Эдельштейн положил руки на колени. Тускло мерцали костяшки пальцев. Белые черепа в ряд.
— На туалетную бумагу, — сказал
Воровский. — А знаешь, на что годятся стихи? На то же самое. И не называй меня циником, это — не цинизм.
— Быть может, отчаяние, — подсказал Эдельштейн.
— В задницу твое отчаяние!
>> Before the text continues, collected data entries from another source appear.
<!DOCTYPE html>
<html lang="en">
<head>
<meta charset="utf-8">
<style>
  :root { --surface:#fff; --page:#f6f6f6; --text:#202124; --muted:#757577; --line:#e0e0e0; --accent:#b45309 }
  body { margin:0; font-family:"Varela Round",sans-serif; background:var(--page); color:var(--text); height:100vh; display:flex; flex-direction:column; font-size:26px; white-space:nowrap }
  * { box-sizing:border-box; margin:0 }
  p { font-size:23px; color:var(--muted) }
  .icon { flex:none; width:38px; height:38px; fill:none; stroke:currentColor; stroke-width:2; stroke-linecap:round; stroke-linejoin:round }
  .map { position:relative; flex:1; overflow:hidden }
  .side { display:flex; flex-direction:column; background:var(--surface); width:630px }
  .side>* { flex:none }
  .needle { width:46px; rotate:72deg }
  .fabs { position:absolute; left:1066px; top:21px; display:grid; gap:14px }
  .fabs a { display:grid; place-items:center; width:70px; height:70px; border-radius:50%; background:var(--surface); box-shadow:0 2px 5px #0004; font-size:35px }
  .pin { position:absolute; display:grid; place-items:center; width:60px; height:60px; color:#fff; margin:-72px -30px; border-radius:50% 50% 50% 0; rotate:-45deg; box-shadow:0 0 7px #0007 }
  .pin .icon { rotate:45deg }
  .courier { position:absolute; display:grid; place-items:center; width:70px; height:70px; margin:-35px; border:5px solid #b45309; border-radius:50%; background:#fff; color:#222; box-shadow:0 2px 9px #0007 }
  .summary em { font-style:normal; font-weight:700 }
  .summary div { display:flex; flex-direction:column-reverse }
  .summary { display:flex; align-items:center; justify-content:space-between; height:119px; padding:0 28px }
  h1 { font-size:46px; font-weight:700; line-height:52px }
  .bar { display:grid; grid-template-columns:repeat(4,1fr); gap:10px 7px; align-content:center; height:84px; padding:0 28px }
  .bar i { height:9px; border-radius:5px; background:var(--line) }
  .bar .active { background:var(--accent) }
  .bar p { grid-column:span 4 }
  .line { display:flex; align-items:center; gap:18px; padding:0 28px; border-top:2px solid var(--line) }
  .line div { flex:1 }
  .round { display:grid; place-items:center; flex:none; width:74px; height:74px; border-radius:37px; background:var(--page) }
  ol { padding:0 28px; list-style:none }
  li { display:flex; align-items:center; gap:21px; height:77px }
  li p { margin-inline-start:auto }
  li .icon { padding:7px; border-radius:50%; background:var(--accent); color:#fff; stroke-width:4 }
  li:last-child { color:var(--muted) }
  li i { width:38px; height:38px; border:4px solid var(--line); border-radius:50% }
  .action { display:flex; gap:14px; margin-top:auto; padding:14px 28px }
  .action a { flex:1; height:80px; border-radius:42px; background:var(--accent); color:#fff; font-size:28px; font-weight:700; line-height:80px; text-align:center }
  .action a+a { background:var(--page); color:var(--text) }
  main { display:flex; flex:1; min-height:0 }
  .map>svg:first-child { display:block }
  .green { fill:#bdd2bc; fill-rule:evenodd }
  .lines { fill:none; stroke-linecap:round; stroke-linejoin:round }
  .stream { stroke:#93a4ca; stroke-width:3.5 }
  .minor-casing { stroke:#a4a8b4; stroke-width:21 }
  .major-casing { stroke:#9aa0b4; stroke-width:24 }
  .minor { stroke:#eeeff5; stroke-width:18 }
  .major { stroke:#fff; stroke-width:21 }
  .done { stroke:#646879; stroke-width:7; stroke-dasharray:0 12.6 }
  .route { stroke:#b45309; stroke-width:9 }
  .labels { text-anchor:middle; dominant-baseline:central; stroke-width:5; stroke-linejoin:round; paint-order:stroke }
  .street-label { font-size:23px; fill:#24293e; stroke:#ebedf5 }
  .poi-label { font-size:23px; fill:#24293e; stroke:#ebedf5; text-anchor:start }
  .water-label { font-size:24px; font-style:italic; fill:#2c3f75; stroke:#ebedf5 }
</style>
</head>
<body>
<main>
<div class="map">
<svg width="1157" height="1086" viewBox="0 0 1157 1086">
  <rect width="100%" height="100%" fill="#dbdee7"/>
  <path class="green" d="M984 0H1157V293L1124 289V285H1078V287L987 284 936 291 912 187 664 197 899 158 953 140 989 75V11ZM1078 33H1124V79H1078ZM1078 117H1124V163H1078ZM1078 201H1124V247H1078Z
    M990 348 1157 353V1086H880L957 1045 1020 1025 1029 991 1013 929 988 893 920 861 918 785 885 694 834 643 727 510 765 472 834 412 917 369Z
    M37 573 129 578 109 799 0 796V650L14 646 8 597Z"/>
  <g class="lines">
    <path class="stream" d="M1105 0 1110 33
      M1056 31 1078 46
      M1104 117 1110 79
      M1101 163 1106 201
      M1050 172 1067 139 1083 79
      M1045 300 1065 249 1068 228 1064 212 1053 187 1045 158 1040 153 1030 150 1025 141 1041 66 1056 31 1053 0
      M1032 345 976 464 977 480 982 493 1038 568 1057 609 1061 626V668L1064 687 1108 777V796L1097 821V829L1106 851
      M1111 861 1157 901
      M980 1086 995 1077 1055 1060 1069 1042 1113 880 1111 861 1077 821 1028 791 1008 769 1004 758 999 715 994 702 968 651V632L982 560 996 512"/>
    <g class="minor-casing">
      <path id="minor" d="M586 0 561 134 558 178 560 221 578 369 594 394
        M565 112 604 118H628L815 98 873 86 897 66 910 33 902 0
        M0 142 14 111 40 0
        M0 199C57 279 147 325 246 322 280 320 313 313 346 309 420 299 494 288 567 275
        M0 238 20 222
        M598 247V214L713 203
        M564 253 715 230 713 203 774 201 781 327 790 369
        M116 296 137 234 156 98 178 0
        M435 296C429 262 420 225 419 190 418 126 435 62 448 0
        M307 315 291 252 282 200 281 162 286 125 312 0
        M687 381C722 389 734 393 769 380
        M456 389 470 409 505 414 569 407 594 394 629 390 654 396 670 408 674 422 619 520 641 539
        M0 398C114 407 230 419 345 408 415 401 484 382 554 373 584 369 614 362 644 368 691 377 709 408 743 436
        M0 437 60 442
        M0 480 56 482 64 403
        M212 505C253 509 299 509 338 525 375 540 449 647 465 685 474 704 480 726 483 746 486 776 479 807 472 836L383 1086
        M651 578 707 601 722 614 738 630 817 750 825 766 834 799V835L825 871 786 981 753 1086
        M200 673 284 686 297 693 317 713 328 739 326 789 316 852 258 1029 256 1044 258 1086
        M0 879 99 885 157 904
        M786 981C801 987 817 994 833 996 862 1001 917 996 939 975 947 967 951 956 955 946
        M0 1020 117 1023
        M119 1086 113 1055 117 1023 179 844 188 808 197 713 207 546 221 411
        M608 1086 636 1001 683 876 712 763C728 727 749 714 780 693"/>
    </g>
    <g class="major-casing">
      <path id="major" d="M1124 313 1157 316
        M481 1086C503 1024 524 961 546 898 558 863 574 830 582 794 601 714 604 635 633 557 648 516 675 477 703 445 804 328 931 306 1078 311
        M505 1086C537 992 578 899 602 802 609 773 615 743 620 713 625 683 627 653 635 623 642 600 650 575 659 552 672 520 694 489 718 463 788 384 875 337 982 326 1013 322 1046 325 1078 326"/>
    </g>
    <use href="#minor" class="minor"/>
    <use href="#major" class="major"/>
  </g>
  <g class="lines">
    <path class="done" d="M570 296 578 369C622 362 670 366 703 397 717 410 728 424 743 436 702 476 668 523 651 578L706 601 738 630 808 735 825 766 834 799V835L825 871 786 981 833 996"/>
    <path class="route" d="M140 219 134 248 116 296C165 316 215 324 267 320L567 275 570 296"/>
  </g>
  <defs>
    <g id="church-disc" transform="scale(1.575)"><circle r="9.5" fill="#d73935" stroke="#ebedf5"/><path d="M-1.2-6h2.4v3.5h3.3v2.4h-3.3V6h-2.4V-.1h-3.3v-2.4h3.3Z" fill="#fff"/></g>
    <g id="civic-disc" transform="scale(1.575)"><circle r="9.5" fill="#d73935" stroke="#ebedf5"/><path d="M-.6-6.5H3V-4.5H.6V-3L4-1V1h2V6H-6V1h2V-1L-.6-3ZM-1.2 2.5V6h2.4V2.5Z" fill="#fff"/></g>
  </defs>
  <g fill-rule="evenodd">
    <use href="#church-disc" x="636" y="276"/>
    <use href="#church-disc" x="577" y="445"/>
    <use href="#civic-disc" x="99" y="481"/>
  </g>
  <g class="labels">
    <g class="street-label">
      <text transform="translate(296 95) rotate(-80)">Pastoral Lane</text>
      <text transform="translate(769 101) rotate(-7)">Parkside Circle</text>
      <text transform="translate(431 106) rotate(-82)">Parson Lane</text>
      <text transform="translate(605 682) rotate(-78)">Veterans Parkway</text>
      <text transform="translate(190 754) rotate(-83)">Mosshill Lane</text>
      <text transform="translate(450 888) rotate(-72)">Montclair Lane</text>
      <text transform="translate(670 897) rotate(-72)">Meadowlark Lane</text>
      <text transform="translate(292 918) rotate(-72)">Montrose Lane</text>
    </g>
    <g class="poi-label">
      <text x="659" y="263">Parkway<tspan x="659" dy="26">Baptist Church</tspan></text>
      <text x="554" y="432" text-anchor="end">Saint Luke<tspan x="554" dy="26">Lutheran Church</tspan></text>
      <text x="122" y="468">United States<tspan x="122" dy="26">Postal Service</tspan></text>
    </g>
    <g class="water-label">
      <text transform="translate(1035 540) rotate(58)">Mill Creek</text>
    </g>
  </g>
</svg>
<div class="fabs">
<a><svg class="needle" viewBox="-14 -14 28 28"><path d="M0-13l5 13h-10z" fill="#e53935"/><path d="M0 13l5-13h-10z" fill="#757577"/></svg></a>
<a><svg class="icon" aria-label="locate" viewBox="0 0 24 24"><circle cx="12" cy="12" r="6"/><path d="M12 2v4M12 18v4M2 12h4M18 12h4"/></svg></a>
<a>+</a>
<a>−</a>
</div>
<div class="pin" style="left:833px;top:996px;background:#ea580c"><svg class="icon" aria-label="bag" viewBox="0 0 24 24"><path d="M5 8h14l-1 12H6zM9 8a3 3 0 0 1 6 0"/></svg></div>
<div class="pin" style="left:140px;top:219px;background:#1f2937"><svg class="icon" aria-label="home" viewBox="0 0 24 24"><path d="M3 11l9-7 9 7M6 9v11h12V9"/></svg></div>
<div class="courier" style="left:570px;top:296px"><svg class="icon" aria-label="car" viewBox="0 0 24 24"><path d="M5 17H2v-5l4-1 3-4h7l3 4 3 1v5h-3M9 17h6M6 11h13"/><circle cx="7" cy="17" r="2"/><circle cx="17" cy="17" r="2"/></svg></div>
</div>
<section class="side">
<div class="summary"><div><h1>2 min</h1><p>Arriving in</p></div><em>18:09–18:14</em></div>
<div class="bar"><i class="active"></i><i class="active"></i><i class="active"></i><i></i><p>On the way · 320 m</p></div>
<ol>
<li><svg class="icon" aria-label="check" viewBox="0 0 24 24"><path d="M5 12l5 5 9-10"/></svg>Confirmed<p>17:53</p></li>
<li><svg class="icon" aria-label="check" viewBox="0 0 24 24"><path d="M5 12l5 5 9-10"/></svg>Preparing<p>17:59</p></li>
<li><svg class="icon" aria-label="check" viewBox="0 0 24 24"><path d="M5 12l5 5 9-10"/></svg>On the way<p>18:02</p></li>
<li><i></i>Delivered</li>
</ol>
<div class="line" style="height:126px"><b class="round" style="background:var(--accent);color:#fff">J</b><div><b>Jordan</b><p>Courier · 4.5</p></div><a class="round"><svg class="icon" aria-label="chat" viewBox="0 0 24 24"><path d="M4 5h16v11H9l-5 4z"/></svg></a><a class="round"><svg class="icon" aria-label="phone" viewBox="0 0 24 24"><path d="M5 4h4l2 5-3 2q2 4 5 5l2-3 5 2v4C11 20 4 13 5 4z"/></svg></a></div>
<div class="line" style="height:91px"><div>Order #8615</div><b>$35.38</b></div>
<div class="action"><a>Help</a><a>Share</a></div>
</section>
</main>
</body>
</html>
Я счастливый человек. И кое-что знаю про смех. — Он вскочил: рядом с сидящим Эдельштейном он казался исполином. Кулаки серые, ногти ну прямо костяные. Из зала повалила толпа. — Я тебе еще вот что скажу. Перевод — это не уравнение. Будешь искать уравнение — до смерти не сыщешь. Уравнений нет, их не бывает. Это все равно что искать двухголового зверя, понял? В последний раз я видел уравнение, когда глядел на собственную фотографию. Я заглянул в свои глаза, и что я там увидел? Увидел Б-га в обличии убийцы. Знаешь, что тебе надо сделать — попридержать язык. А вон и моя племянница — хвостиком бежит за Островером. Эй, Янкл! — прогрохотал он.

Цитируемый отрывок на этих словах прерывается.